Input data |
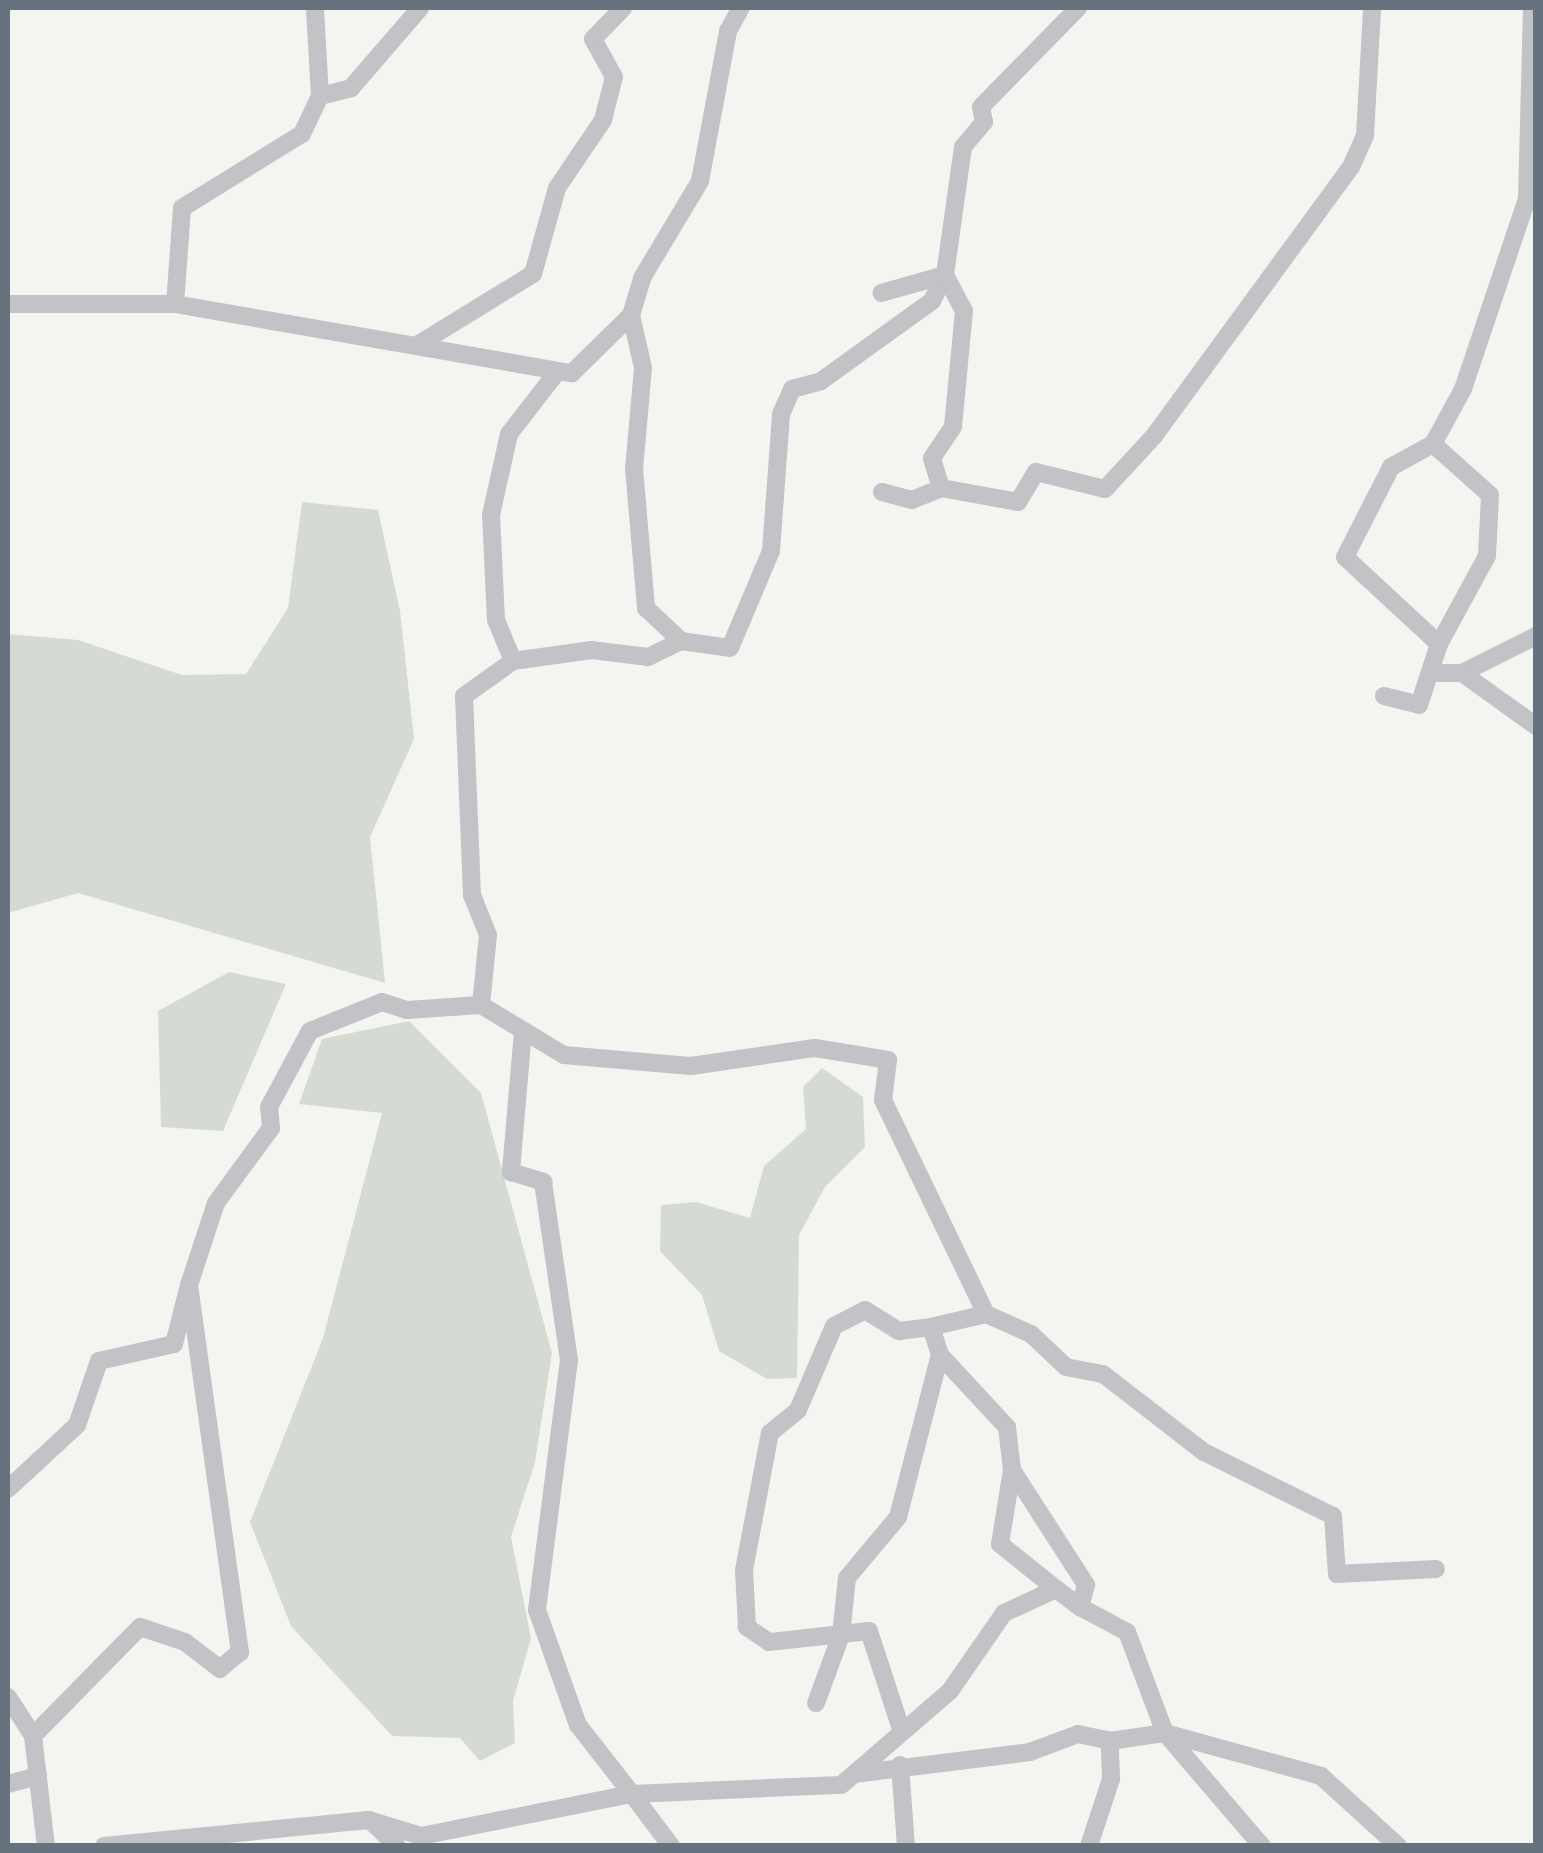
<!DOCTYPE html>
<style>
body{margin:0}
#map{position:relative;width:1543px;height:1853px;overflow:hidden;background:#f4f5f1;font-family:"DM Sans",sans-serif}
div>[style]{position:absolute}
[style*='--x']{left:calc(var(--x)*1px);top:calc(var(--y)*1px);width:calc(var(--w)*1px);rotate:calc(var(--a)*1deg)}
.green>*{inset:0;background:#d5dbd3}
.minor>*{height:18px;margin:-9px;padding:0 9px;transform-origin:9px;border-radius:9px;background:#c1c3c6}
span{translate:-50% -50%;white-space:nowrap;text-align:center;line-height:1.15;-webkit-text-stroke:10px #fff;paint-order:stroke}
.frame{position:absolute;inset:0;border:10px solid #67727f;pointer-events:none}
</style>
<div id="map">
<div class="green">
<div style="clip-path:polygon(302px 502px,378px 510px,400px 611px,414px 739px,370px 837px,385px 983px,78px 893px,8px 913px,8px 634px,78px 640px,182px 675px,246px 674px,288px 608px)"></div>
<div style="clip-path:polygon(229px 972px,286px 984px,223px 1131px,161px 1127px,158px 1011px)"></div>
<div style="clip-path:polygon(409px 1021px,481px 1093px,552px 1353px,535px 1462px,511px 1537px,531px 1638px,513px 1701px,515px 1743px,480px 1761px,460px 1738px,392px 1736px,291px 1626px,250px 1522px,323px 1338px,382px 1113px,299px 1104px,322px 1039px)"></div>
<div style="clip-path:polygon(822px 1068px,863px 1097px,865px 1147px,825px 1187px,799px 1235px,797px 1378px,767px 1379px,719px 1351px,702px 1295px,660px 1251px,661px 1205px,696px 1202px,750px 1218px,764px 1166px,806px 1129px,803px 1087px)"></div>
</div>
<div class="minor">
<div style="--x:320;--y:96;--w:32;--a:-14"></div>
<div style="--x:351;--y:88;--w:106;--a:-49.2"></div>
<div style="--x:8;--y:304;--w:167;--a:0"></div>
<div style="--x:175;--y:304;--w:403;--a:9.9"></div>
<div style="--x:572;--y:373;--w:83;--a:-44.5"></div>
<div style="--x:631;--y:315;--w:39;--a:-73"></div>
<div style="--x:642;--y:278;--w:113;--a:-59.1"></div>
<div style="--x:700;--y:181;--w:153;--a:-79.4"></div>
<div style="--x:728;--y:31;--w:26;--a:-61"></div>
<div style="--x:175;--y:304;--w:96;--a:-85.8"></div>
<div style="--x:182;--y:208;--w:141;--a:-31.7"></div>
<div style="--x:302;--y:134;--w:42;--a:-64.7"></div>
<div style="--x:320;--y:96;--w:88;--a:-93.3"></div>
<div style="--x:631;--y:315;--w:54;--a:77.2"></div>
<div style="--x:643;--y:368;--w:100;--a:95.1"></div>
<div style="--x:634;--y:468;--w:141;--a:85.1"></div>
<div style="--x:646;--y:608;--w:48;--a:43.3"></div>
<div style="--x:681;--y:641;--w:49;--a:8.1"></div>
<div style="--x:730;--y:648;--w:105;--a:-67.1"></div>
<div style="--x:771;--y:551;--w:137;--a:-85.8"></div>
<div style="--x:781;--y:414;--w:27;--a:-66"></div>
<div style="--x:792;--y:389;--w:30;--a:-15"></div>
<div style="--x:821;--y:381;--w:137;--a:-35.8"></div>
<div style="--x:932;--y:301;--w:29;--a:-63"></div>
<div style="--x:945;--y:275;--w:66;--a:164.3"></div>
<div style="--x:419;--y:344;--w:134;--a:-31.6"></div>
<div style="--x:533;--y:274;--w:89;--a:-74.4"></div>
<div style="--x:557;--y:188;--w:82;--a:-55.9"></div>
<div style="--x:603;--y:120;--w:44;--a:-75.7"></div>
<div style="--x:614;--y:77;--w:43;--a:-118.9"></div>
<div style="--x:593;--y:39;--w:43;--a:-45.9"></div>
<div style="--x:1433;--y:444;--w:76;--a:41.8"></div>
<div style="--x:1490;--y:495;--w:61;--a:92.8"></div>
<div style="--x:1487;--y:556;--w:100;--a:118.6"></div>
<div style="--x:941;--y:488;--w:31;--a:-107"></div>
<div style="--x:932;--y:458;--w:37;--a:-56"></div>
<div style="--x:953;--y:427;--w:117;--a:-84.6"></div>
<div style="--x:964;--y:311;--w:41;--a:-117.8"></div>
<div style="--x:945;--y:275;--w:129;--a:-82"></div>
<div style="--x:963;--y:147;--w:33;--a:-50"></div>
<div style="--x:984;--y:122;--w:15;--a:-101"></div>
<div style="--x:981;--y:107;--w:139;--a:-45.6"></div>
<div style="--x:882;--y:492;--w:31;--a:15"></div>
<div style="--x:912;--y:500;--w:31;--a:-22"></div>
<div style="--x:941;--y:488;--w:78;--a:10.3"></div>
<div style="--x:1018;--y:502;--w:35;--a:-59"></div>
<div style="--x:1036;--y:472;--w:71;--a:13.8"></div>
<div style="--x:1105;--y:489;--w:72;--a:-47.2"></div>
<div style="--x:1154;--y:436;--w:333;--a:-53.8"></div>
<div style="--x:1351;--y:167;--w:35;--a:-66"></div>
<div style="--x:1365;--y:135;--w:127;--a:-86.8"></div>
<div style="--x:681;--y:641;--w:37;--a:154"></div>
<div style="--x:648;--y:657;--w:56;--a:-172.9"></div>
<div style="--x:592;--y:650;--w:80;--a:172.1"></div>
<div style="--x:513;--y:661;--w:60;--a:144.5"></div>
<div style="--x:464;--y:696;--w:199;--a:87.7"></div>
<div style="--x:472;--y:895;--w:43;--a:68.2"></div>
<div style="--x:488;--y:935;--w:70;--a:95.7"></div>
<div style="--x:481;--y:1005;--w:97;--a:31.1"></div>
<div style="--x:564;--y:1055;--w:127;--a:5"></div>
<div style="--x:691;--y:1066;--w:125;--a:-8.3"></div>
<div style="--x:815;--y:1048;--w:74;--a:9.3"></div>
<div style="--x:888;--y:1060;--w:40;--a:97.1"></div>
<div style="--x:883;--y:1100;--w:237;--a:64.3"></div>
<div style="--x:986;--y:1314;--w:49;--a:24"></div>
<div style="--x:1031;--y:1334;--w:48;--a:43.3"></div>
<div style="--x:1066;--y:1367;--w:38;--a:11"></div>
<div style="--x:1103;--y:1374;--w:128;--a:37.7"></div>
<div style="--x:1204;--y:1452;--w:144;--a:26.4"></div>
<div style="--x:1333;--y:1516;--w:58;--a:86.1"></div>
<div style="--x:1337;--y:1574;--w:99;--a:-2.9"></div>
<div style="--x:513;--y:661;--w:44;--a:-112.5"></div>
<div style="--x:496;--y:620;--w:105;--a:-92.7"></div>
<div style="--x:491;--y:515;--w:83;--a:-77.5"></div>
<div style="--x:509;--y:434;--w:73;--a:-52.2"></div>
<div style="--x:1435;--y:673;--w:27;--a:0"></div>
<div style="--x:1462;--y:673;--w:83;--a:-26.6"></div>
<div style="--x:1462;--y:673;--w:91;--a:35.6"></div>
<div style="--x:1384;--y:696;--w:36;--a:14"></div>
<div style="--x:1419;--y:705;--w:64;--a:-71.8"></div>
<div style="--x:1439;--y:644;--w:128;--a:-137.2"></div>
<div style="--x:1345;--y:557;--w:101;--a:-62.9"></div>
<div style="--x:1391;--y:467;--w:48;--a:-28.7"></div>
<div style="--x:1433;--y:444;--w:63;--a:-61.4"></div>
<div style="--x:1463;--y:389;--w:200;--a:-71.4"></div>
<div style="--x:1527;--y:199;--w:191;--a:-88.5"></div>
<div style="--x:523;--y:1031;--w:142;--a:94.9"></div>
<div style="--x:511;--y:1172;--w:34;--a:17"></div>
<div style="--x:543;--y:1182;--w:180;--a:81.7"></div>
<div style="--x:569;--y:1360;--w:252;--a:97.3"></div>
<div style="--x:537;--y:1610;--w:122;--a:70.4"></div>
<div style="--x:578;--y:1725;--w:88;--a:52"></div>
<div style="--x:632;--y:1794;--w:209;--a:-2.5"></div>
<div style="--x:841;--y:1785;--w:17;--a:-40"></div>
<div style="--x:189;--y:1285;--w:86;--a:-71.8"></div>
<div style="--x:216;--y:1203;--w:93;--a:-53.7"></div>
<div style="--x:271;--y:1128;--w:21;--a:-95"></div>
<div style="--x:269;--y:1107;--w:86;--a:-61.7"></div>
<div style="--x:310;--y:1031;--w:78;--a:-21.9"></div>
<div style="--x:382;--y:1002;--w:26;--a:18"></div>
<div style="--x:407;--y:1010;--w:74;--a:-3.9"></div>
<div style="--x:986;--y:1314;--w:57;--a:166.7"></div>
<div style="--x:931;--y:1327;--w:29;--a:72"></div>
<div style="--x:940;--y:1355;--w:98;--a:47.1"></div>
<div style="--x:1007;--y:1427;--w:43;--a:83.4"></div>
<div style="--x:1012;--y:1470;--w:137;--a:57.2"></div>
<div style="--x:1086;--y:1585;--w:23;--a:105"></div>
<div style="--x:1080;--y:1607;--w:53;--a:28"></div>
<div style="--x:1127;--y:1632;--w:108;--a:69.4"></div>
<div style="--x:1165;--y:1733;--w:149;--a:49.4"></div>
<div style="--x:1012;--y:1470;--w:75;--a:99.2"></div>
<div style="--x:1000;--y:1544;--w:72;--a:38.8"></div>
<div style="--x:8;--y:1489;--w:94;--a:-42.8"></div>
<div style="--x:77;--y:1425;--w:68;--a:-71"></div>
<div style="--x:99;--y:1361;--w:77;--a:-12.8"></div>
<div style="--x:174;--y:1344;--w:61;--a:-75.7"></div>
<div style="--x:189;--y:1285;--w:371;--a:82.1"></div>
<div style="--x:240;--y:1652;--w:26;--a:140"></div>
<div style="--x:220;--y:1669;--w:44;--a:-142.4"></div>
<div style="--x:185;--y:1642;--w:47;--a:-161.6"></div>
<div style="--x:140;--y:1627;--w:153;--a:134.5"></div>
<div style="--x:33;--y:1736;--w:111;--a:83.3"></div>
<div style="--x:1080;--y:1607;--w:30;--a:-143"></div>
<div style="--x:1056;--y:1589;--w:57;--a:155.2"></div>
<div style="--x:1004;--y:1613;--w:95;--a:124.7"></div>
<div style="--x:950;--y:1691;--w:127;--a:139.2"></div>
<div style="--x:854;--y:1774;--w:177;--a:-7.1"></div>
<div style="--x:1030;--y:1752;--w:51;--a:-20.6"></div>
<div style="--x:1078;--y:1734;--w:33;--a:12"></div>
<div style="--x:1110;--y:1741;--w:56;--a:-8.3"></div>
<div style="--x:1165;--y:1733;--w:162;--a:15.4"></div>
<div style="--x:1321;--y:1776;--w:104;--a:42.3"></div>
<div style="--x:8;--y:1697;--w:46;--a:57.3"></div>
<div style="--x:816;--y:1703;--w:72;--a:-69.8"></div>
<div style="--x:841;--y:1635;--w:57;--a:-84"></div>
<div style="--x:847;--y:1578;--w:80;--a:-50.1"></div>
<div style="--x:898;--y:1517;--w:167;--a:-75.5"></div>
<div style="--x:901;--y:1729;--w:103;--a:-108.1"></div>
<div style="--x:869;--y:1631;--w:101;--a:173.7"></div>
<div style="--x:769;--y:1642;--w:27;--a:-146"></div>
<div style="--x:747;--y:1627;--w:57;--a:-93"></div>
<div style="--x:744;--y:1570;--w:139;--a:-79.3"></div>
<div style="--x:770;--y:1433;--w:36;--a:-39"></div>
<div style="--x:798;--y:1410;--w:91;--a:-66.8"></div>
<div style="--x:834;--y:1326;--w:35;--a:-27"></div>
<div style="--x:865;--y:1310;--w:40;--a:32"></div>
<div style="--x:899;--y:1331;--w:32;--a:-7"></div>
<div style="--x:900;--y:1765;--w:81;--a:85.8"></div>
<div style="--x:8;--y:1784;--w:31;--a:-15"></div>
<div style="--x:373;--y:1823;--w:33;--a:44"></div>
<div style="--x:104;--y:1846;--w:266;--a:-5.6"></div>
<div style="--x:369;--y:1820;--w:54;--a:17.1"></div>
<div style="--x:421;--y:1836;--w:215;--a:-11.3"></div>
<div style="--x:632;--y:1794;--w:65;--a:53.1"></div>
<div style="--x:1089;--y:1846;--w:71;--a:-71.8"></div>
<div style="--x:1111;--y:1779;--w:38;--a:-92"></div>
</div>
<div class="frame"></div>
</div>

Description of the task |
Search the data above for the word "width" and show every line that has it.

Solution |
#map{position:relative;width:1543px;height:1853px;overflow:hidden;background:#f4f5f1;font-family:"DM Sans",sans-serif}
[style*='--x']{left:calc(var(--x)*1px);top:calc(var(--y)*1px);width:calc(var(--w)*1px);rotate:calc(var(--a)*1deg)}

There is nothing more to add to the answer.